- **WHAT NEEDS TO BE DONE**
Tell how many lines in these records contain the string "positions", with only the number as the reply.

━━━━

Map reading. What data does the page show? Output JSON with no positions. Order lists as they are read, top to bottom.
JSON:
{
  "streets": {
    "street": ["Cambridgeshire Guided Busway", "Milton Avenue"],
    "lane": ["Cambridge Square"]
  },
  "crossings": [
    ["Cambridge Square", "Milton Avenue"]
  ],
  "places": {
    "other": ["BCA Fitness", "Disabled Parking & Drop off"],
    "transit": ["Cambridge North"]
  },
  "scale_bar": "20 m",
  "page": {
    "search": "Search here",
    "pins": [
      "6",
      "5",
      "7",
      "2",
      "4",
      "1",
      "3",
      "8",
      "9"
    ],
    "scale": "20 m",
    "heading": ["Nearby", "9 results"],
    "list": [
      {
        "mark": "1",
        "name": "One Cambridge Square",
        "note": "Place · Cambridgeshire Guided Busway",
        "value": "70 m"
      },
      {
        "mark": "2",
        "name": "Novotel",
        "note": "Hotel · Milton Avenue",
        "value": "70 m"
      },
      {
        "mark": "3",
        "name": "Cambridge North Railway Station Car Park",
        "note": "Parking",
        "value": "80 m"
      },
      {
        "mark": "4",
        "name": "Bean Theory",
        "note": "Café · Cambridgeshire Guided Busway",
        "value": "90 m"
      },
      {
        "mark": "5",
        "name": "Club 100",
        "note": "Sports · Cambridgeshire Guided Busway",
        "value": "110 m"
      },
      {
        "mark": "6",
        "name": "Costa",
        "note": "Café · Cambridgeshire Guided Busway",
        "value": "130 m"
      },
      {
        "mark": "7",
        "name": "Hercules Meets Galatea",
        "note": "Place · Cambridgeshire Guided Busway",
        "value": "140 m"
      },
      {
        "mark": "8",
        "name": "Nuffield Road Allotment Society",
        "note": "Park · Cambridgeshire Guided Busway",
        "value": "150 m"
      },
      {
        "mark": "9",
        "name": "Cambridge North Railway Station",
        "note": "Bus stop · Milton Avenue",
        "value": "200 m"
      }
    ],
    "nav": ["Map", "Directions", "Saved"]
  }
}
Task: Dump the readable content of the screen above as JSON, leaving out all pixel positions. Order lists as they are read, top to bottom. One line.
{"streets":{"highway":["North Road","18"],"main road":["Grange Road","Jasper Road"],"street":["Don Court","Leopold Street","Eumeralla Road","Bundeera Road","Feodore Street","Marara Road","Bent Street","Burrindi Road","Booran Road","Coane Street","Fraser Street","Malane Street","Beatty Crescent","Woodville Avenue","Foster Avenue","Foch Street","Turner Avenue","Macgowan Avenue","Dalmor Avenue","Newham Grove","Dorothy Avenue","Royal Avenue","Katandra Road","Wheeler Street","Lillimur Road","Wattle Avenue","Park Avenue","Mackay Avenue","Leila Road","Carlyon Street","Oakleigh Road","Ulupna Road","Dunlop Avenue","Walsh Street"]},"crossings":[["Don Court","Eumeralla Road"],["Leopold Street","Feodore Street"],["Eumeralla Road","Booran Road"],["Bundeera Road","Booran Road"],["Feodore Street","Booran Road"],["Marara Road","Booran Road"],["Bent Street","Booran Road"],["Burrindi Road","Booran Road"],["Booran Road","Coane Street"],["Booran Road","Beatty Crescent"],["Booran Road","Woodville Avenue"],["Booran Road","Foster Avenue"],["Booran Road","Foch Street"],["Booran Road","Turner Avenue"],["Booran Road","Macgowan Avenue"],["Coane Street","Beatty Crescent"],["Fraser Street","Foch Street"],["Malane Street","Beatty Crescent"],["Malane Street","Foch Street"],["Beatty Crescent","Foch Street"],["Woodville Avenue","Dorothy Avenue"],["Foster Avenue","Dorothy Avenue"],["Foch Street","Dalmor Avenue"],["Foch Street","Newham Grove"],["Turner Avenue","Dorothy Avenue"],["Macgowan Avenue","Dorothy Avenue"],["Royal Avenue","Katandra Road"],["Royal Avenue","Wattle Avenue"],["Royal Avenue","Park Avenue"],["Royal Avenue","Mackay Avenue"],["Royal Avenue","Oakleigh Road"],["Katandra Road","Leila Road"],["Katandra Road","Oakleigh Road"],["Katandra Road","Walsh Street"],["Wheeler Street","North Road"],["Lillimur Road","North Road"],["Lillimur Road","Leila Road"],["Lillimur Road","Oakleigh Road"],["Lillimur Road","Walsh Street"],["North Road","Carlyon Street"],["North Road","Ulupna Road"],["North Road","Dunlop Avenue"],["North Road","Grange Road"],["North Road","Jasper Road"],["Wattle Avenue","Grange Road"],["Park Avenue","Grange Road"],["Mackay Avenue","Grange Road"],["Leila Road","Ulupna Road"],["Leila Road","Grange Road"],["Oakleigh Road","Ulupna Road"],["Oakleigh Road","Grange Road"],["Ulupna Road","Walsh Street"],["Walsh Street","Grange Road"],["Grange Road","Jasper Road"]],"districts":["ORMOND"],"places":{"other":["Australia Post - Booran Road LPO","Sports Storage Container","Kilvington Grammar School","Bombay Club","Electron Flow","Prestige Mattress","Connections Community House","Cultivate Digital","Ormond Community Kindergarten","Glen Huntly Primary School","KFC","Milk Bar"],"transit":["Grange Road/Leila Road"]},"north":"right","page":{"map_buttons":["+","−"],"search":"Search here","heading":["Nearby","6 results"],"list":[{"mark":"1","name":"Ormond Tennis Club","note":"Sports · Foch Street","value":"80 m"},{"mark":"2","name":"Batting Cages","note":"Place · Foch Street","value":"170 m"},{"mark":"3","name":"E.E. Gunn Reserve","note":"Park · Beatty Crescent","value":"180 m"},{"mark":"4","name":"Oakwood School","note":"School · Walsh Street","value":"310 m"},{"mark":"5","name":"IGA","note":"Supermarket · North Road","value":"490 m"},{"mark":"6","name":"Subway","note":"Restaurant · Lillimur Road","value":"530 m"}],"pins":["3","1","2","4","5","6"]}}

━━━━

- **RESPONSE BELOW**
2